Aptos Foundation's ecosystem head Ash directly stated that stock tokenization is an arbitrage opportunity for emerging market users and an entry point to attract larger-scale retail users to cryptocurrency. If this trend truly emerges in the next 2-3 years, it will be extremely positive.

Still Facing Multiple Challenges Such as Insufficient Liquidity and Compliance

Although the concept of stock tokenization is gaining popularity, it is still in the early stage and far from forming sufficient market depth. According to xStocks data on Dune, its total trading volume is only about $8.05 million, with fewer than 8,000 users, and only three stock tokens (SPYx, TSLAx, CRCLx) reached $1 million in 24-hour trading volume. It is evident that actual on-chain liquidity remains quite limited.

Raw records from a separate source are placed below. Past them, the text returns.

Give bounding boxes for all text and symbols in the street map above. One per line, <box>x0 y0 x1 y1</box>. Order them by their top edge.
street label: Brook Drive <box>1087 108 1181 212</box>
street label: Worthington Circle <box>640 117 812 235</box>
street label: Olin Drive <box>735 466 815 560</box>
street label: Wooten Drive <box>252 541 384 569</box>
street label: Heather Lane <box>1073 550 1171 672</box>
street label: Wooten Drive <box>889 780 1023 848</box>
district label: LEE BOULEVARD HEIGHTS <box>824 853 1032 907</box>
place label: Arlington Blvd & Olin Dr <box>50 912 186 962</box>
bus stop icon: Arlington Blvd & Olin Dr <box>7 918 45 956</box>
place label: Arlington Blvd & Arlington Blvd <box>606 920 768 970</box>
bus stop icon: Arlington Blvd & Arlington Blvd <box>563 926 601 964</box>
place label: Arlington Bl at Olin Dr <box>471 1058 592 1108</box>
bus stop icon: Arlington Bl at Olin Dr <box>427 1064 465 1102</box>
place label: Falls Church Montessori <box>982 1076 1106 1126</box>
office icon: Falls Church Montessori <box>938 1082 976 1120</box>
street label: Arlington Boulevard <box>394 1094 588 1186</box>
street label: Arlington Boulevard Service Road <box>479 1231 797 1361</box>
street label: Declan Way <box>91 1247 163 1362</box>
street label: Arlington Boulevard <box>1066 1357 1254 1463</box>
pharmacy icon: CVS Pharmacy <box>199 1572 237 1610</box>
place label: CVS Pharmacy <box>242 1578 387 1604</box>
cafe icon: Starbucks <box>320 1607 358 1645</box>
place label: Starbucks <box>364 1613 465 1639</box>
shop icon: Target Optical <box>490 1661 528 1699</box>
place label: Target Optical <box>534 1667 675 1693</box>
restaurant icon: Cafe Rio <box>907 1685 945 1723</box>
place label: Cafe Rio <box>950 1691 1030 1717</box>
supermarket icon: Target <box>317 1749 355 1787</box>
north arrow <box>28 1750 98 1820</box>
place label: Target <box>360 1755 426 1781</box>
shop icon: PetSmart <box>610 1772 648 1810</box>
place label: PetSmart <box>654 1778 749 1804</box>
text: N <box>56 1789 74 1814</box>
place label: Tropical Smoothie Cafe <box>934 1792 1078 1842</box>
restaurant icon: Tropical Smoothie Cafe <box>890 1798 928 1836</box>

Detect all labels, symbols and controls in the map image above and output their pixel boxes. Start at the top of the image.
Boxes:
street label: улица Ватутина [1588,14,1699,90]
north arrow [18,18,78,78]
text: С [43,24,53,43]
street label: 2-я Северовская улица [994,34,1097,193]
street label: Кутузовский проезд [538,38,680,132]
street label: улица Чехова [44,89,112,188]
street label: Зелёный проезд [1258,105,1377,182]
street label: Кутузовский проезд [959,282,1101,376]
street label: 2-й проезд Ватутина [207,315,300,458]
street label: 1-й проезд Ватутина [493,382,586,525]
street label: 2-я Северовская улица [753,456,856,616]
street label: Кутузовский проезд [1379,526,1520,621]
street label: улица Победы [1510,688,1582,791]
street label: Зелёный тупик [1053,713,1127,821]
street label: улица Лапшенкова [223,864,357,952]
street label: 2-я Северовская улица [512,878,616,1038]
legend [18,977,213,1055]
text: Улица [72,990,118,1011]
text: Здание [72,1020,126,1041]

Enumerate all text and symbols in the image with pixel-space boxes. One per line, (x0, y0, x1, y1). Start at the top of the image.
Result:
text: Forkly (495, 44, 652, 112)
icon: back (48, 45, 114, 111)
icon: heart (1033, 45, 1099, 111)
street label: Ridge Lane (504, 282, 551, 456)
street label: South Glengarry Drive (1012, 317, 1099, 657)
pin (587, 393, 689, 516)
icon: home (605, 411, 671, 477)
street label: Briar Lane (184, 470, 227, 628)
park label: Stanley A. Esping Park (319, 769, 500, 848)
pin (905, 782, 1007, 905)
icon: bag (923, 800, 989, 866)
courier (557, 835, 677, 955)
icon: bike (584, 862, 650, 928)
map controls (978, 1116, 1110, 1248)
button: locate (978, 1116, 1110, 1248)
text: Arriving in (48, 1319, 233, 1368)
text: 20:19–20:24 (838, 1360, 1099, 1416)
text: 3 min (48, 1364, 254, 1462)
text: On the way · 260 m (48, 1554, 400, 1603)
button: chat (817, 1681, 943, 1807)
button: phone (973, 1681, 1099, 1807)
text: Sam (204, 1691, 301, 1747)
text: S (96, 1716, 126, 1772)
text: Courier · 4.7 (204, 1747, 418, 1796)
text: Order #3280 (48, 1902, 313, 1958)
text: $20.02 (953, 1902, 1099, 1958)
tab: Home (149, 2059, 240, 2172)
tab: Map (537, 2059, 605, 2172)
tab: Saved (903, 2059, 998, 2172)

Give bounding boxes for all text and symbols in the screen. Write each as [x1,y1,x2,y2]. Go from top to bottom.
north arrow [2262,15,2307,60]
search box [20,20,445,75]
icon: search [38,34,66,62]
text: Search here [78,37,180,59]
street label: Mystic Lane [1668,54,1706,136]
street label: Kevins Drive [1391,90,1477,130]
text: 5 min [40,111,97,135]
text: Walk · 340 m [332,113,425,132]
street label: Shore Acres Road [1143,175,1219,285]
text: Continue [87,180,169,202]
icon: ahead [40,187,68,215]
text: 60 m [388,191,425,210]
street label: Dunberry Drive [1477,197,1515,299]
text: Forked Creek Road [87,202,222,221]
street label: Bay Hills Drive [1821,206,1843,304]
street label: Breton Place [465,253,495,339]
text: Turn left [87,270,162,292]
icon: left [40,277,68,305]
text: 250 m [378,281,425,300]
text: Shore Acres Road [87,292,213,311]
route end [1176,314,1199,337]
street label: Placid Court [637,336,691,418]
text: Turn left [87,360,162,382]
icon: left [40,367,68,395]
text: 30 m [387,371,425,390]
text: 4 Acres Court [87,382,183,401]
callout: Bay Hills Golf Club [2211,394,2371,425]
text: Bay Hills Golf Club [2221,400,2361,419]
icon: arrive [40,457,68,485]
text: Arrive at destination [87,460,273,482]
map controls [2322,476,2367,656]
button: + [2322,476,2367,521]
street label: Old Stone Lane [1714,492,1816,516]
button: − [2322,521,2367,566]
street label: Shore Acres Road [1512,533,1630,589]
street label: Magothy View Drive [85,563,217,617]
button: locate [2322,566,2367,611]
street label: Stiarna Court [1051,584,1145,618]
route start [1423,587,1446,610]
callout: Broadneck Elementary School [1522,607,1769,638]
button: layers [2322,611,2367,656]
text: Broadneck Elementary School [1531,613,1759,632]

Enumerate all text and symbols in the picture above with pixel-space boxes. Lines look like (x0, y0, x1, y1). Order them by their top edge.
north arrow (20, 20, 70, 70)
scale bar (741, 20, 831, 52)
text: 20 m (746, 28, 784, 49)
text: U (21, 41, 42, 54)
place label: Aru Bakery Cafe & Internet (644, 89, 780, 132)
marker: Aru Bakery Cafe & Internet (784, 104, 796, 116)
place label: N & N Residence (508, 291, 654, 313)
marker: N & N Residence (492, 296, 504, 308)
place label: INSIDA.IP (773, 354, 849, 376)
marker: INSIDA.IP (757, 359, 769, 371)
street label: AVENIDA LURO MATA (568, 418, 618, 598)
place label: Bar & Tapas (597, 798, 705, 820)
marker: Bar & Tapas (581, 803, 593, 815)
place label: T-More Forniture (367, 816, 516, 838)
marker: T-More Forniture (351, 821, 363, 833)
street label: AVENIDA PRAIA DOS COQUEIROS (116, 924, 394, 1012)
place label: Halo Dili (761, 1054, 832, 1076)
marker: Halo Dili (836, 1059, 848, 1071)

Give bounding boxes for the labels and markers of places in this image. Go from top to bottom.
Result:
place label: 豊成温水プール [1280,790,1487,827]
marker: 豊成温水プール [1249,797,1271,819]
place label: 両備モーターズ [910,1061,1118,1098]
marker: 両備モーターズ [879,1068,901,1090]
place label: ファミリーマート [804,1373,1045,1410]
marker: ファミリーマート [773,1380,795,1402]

Velocity Capital investor DeFi Cheetah also pointed out, combining early attempts like Mirror Protocol and Synthetix, that their key failure was lack of meaningful liquidity. Simply tokenizing stocks is not difficult; the real challenge is having sufficient liquidity to support global-scale trading, which is currently hard to match with traditional markets.

Dragonfly partner Rob Hadick also highlighted the structural flaws in current stock tokenization products. He noted that the market's expectations for stock tokenization are too high while details are insufficient. He believes that most platforms currently rely on SPVs (Special Purpose Vehicles) that will purchase equivalent real stocks in the market as collateral, but most can only buy during U.S. stock market hours. This means all after-hours/weekend trading requires market makers to bear price risks themselves. These price fluctuations are difficult or almost impossible to hedge in traditional finance. Moreover, even for redemption, market makers must bear transaction fees up to 25 basis points (bps), which is a high cost for them. Additionally, any DeFi protocol or market maker that inadvertently provides such token trading services to U.S. users faces compliance risks far higher than other crypto assets. This means weekend & after-hours trading is basically unsuitable for professional traders, price fluctuations are highly coupled with official opening prices, and such products are not user-friendly for most users.

Despite current challenges, Rob remains optimistic about the long-term potential of stock tokenization. "In the long term, when the primary market truly goes on-chain, collateral shifts to tokenized stocks, and traditional institutions upgrade their outdated technical architectures, we will ultimately see: stocks appearing on-chain with massive liquidity; smooth on-chain trading with accurate pricing and active institutional participation; and accelerated infrastructure integration between crypto and traditional finance. Only then will be the turning point for stock tokenization. The current products are just a small 'disappointment-type transitional product' on the path to the future, possibly bringing some discussion and experimental value, but not the ultimate solution."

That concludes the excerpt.